We observed a significantly reduced breast cancer risk with increasing levels of LINE‐1 methylation (Table 3). In the unadjusted model, comparing the second (OR: 0.73, 95%CI: 0.35; 1.54) and third (OR: 0.42, 95%CI: 0.18; 0.92) LINE‐1 tertile to the first, a dose‐dependent (P for trend ≤ .05) reduced risk was observed (Table 3). Similar estimates were seen in the adjusted models; however, the association was non‐significant in the adjusted model 2.
For ESR2, a dose‐dependent borderline‐significant (P for trend = .059) increased risk of breast cancer was seen in the unadjusted model but disappeared upon adjustment (Table 3). OR estimates in the second tertile were 1.60 (95% CI: 0.69; 3.72) and in the third tertile 2.22 (95% CI: 0.97; 5.05) (unadjusted model).
For the ATM gene, significant and borderline‐significant increased breast cancer risk were seen in the second tertile of the unadjusted model (OR: 2.33. 95% CI: 1.04; 5.23) and model 1 (OR: 2.63. 95% CI: 0.99; 6.97), respectively. However, there was no dose response through the tertiles (P for trend > .05) (Table 3). Methylation levels of several other genes were significant or borderline significantly associated with breast cancer at the second tertile, including CDKN1A(p21) (unadjusted model: OR 0.38, 95% CI: 0.14; 0.98), RAD51 (model 2: OR 0.38, 95% CI: 0.13; 1.08) and PER3 (model 2: OR 0.35, 95% CI: 0.11; 1.09) (Table 3). However, there were no dose‐response tendencies, the significance varied between the models, and the results for CDKN1A(p21), RAD51 and PER3 were not consistent with the results from the analyses with continuous variables (Table S2).
In the analyses with continuous variables, methylation level of the investigated genes was not significantly associated with breast cancer risk; however, borderline‐significant associations were found for LINE‐1 (OR: 0.92, 95% CI: 0.83; 1.01), ATM (OR: 1.49, 95% CI: 0.96; 2.03) and ESR2 (OR: 1.02, 95% CI: 1.00; 1.05), in the unadjusted model (Table S2). The estimates were similar in the unadjusted and the two adjustment models. However, the level of significance only persisted for LINE‐1 (OR: 0.89, 95% CI: 0.79; 1.01) in the adjusted model 1, whereas the associations with ATM and ESR2 were not significant in the adjusted models (Table S2). The non‐significant results in the adjusted model may be due to the lower sample size due to missing information on the confounder variable for some of the participants.

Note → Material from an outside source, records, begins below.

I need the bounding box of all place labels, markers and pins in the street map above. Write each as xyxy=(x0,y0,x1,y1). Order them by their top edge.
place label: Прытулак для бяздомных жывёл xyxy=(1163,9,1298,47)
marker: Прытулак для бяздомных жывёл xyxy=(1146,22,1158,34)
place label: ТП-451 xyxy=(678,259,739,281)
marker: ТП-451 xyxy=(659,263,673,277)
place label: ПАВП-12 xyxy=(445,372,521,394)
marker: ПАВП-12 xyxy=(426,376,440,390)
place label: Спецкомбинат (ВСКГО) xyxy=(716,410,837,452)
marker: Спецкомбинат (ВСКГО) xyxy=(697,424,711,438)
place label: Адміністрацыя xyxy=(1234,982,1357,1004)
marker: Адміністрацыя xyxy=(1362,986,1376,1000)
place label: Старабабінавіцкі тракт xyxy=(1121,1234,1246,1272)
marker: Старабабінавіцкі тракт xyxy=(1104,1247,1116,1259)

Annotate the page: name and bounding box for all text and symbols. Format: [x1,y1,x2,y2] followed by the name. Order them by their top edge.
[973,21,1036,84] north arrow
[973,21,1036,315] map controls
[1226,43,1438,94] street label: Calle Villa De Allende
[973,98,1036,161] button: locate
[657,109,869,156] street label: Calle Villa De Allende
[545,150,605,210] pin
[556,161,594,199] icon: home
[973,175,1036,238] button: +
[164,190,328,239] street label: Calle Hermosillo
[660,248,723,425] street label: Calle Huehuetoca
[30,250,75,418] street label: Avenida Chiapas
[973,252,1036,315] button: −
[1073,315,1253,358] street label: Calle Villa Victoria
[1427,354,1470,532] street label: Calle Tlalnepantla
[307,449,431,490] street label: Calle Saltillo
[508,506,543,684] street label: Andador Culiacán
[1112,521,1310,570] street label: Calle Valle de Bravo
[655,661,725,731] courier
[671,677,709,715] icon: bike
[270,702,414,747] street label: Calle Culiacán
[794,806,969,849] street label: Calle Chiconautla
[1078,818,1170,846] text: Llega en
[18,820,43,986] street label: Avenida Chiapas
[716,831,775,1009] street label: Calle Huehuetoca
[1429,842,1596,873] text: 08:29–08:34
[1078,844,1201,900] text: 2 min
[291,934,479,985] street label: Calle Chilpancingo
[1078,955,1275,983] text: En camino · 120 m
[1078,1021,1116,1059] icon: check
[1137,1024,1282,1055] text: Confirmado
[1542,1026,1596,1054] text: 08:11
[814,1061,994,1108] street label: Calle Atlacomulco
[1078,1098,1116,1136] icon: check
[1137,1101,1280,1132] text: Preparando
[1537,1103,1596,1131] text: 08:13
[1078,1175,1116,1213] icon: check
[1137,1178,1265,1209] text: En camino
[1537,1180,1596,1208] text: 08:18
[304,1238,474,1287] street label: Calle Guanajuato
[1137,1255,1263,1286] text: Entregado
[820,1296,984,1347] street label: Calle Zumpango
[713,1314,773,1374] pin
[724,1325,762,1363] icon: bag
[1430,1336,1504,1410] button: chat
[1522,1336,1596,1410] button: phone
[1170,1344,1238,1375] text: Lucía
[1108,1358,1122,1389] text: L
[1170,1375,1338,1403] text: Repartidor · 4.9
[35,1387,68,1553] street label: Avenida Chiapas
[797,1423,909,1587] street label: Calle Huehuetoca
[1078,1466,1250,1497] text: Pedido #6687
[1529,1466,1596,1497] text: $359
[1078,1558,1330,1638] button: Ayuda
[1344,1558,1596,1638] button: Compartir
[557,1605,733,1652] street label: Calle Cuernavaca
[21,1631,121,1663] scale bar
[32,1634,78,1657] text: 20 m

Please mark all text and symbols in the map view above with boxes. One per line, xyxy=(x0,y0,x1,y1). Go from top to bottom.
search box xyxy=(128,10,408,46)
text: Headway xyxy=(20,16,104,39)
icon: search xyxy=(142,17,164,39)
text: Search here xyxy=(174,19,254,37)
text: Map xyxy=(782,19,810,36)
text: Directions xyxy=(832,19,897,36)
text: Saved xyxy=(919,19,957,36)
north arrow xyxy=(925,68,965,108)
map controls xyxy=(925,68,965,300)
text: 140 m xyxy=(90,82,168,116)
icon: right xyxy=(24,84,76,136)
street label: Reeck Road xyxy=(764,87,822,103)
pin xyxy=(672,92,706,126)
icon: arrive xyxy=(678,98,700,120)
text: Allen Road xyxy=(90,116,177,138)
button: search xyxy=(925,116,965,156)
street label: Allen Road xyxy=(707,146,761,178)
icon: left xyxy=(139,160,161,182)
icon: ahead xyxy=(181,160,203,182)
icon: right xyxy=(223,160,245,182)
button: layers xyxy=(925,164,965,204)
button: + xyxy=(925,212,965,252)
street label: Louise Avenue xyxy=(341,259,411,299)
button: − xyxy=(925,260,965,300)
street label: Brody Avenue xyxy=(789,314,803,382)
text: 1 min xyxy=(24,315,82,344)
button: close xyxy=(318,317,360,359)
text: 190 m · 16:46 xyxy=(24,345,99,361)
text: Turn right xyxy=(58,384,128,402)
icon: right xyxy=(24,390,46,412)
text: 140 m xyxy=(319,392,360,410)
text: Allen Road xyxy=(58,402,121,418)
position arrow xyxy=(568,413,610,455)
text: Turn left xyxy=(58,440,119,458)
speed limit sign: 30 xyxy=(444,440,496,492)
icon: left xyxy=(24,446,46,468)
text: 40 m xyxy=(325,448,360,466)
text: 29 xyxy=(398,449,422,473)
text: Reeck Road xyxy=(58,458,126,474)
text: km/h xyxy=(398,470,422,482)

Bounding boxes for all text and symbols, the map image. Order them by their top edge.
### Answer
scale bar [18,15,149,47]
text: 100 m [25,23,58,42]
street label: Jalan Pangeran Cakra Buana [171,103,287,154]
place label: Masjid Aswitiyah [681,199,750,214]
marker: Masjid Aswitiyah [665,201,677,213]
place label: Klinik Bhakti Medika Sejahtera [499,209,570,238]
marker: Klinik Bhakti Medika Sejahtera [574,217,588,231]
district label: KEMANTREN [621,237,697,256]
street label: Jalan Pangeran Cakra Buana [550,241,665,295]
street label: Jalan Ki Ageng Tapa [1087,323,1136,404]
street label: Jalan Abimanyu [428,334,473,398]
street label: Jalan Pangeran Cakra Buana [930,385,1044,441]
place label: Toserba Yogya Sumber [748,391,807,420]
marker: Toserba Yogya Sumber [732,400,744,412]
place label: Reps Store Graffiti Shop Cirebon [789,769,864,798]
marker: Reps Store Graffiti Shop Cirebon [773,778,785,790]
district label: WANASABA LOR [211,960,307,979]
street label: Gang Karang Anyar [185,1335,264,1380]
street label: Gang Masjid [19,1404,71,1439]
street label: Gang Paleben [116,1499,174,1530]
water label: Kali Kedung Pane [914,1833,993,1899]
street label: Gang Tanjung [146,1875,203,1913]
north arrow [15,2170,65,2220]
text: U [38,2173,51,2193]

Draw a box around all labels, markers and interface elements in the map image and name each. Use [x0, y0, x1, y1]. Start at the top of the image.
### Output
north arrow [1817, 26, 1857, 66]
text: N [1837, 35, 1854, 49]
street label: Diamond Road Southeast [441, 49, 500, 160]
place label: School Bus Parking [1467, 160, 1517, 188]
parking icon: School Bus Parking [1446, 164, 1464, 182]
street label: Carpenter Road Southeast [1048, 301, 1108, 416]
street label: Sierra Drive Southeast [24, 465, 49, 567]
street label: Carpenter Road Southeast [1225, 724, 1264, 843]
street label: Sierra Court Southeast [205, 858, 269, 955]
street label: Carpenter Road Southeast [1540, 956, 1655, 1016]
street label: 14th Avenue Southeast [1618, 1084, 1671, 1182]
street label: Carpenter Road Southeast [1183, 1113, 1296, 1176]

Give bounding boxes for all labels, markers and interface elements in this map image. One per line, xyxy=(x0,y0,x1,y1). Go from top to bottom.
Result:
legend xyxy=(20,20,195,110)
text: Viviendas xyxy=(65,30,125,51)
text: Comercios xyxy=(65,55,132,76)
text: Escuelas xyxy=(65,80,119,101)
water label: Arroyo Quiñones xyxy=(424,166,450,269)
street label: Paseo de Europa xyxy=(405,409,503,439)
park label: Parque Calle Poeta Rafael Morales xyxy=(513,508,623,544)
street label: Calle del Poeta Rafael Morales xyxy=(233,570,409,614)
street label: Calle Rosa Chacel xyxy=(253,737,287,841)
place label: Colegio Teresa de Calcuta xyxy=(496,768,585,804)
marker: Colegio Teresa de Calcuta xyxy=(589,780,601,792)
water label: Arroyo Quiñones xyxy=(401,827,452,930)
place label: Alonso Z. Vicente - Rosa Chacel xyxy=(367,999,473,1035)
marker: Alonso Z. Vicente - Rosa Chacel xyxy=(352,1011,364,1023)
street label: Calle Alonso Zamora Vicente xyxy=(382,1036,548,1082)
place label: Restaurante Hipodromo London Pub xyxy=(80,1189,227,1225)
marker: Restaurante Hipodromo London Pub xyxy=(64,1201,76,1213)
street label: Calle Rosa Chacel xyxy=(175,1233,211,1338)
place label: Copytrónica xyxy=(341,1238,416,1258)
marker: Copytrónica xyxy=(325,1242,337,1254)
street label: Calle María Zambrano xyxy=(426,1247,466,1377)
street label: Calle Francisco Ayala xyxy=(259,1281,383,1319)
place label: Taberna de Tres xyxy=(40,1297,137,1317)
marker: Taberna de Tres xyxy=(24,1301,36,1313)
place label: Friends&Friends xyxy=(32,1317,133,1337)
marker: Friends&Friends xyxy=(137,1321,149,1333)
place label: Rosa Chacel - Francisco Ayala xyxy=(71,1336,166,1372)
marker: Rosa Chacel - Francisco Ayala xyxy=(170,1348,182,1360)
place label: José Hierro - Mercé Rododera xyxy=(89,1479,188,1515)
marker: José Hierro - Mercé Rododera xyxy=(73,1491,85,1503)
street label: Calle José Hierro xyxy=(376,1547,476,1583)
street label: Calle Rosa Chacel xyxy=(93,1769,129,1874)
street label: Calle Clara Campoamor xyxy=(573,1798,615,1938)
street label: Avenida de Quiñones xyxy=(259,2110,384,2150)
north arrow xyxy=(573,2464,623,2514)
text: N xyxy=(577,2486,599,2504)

3.3. Associations of DNA methylation levels with POPs and breast cancer‐related risk factors
Figure 1 shows associations between serum POP levels and methylation levels among controls adjusted for age. Among controls, the majority of the methylation levels were positively associated with the lipophilic POP levels (Figure 1). The methylation levels of the oestrogen receptor genes ESR1 and ESR2 and circadian gene PER1 significantly and positively associated with ∑lipPOP, ∑PCB and ∑OCP, while associations with the tumour suppressor genes BRCA1 and TP53 were borderline‐significant (Figure 1). The associations between DNA methylation levels and ∑PFAA and ∑PFSA were primarily positive as well, but a different pattern was seen for ∑PFCA being inversely associated with some genes. Methylation levels of tumour suppressor genes BRCA1 and TP53 and oestrogen receptor ESR1 were significantly positively associated with ∑PFAA and ∑PFSA. ∑PFCA was significantly negatively associated with methylation of repetitive element ALU and tumour suppressor gene RAD51 (borderline for repetitive element LINE‐1 and oestrogen receptor ESR2), and significantly positively with tumour suppressor gene CDKN1A(p21) and circadian gene CLOCK (Figure 1). The directions of the associations among cases were similar but mostly weaker and non‐significant (not shown).
Figure 1.

Age‐adjusted associations between DNA methylation and environmental pollutants among controls. Standardized beta coefficients (in the upper line) with 95% confidence intervals (below in smaller text size) from linear regression including age as covariate. ∑PCB: PCB 99, 101, 105, 118, 128, 138, 153, 156, 170, 180, 183, 187, ∑OCP: p,p′‐DDT, p,p′‐DDE, mirex, β‐HCH, HCB, cis‐ and trans‐nonachlor, and oxychlordane, ∑lipPOP: ∑PCB + ∑OCP, ∑PFCA: PFHpA, PFOA, PFNA, PFDA, PFUnA, PFDoA and PFTrA, ∑PFSA: PFHxS, PFOS and PFOSA, and ∑PFAA: ∑PFCA + ∑PFSA
We further explored the relationship between DNA methylation levels and breast cancer risk factors (age, BMI, smoking, plasma cotinine and menopause) in controls and found that gene‐specific methylation levels were significantly associated with age, BMI and cotinine plasma levels (Figure 2). Age was positively associated with methylation levels in the circadian gene PER3; BMI was negatively associated with global methylation (ALU and LINE‐1), but positively associated with methylation of the circadian genes CLOCK and PER2, and cotinine levels were positively associated with tumour suppressor gene RAD51 (Figure 2). We also analysed the associations between methylation levels and age, BMI, smoking, plasma cotinine and menopause among cases and found similar results (not shown).
Figure 2.

Associations between DNA methylation and breast cancer risk related factors among controls. Unadjusted standardized beta coefficients (in the upper line) with 95% confidence intervals (below in smaller text size) from linear regression are reported. However, the analyses were repeated for BMI, smoking, plasma cotinine and menopause with age included as covariate, and the results were similar
4. DISCUSSION
In the present study, we examined DNA methylation patterns of global repetitive elements and cancer‐related genes and associations with breast cancer risk. We demonstrated hypomethylation in LINE‐1 repetitive elements in breast cancer cases (Table 2), and a dose‐dependent inverse association with breast cancer risk (Table 3). We found an indication of a positive association between DNA methylation of ATM and ESR2 and breast cancer risk (Tables 3 and S2), with a dose‐dependent association through the tertiles for ESR2. Moreover, DNA methylation levels were associated with exposure to POPs (Figure 1) and lifestyle factors (age, BMI, cotinine levels) (Figure 2).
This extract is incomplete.